Curious to find out if they going to adapt / change anything with their original concept or just continue the path they’ve been going so far.
Great to read! They sponsored one of our art competitions in the past. They were great to work with. Curious to know how many of the core staff members remain?
That’s right, it’s great to hear companies are coming back. it seems like the deadpool is bringing dead companies back to life. I love jpgmagazine’s concept and I believe it’s just about timing that it will be a hit especially to photo enthusiasts.
TechFilipino
There is a bottom. When the price is low enough, people will buy.
In Santa Clara, January housing sales have started to boom, 100% increase over last night. Prices have dropped low enough to invite buyers.
There is a lot of cash in business and personal pockets. The missing ingredient is confidence to buy.
Go Obama.
Sorry, there are stringent demands on this acquistion! Terms must be met or the entire thing will fall apart!
Well – we knew it was coming. Great mag.
small typo “will also continue to employee some”
Glad to hear that JPG lives on.
Best news I’ve heard all day – thanks for covering.
Yeah! Love that rag. One of the only magazine’s I really looked forward to receiving. Happy happy….
Wow that is great news, I will go renew my account now.
YAY ! Go JPG ! We formed a couple of groups, one on Flickr, the other on Facebook in support of JPG ! So glad to hear the good news !
Kit
Yah!
You guys have been doing a good job. Readers don’t seem to miss Arrington, and your traffic seems to be steady.

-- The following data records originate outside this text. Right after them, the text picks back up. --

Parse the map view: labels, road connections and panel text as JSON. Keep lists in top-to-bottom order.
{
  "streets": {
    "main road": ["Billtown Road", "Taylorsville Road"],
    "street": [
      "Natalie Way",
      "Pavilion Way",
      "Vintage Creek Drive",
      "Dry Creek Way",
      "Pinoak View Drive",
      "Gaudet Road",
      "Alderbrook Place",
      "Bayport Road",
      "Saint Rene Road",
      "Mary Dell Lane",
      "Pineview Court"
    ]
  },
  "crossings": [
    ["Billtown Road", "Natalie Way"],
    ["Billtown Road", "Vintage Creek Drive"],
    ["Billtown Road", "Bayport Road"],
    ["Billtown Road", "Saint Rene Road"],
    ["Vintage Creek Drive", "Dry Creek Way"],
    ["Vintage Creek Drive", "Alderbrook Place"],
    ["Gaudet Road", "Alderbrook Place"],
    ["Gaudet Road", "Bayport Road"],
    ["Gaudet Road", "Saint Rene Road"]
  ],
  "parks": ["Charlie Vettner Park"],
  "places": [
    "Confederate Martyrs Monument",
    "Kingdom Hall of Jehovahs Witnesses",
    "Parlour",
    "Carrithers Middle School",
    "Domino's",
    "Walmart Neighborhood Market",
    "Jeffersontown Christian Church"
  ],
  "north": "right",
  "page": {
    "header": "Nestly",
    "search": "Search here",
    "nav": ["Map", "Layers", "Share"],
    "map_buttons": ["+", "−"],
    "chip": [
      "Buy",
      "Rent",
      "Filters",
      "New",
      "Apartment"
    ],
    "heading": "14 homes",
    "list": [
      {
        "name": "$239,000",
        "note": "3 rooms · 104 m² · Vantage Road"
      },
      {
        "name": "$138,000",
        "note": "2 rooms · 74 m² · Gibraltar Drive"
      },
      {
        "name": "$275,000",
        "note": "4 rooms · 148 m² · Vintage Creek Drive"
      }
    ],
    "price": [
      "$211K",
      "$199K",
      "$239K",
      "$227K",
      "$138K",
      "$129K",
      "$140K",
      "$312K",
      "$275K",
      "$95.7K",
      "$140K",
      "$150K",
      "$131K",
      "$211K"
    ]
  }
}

I found this on the internet just now.
http://www.teno...rt/sl/0611.html
“Once qualified, the member was issued a password which enabled access to a website page containing a notice of a private offering.”
I wish somebody would use this legal functionality to create a VC version of propser or in other words peer to peer VC.
I wish TC would explore this in an in depth article.
I cannot support companies like jpgmag.com that require perpetual rights to your images. Their TOS says…
By uploading (or otherwise submitting) Submission(s) to the Services, you:
* grant to 8020 a non-exclusive, royalty-free, perpetual, limited license to use, publish, reproduce, display, distribute, use for Promotional Purposes (defined below), and sublicense for Cross-Promotional Purposes (defined below) such Submission(s), either through print, online, or other media (collectively, “Publicize”);
David, are you mildly retarded or something?
Isn’t that the entire purpose of JPG? You submit an image, they accept it and print it… without that in their TOS how would they operate?
Marcus, insult is a poor form of discussion.
Magazines can be granted a right to publish an image without granting a perpetual license to use that image for other purposes, or to sublicense it.
Facebook recently faced a huge backlash when they attempted to appropriate perpetual rights to the content of their users. They have since backed off.
This is one of the best mag I’ve ever read. Period.
Move that stuff online. The vast majority of print is dead.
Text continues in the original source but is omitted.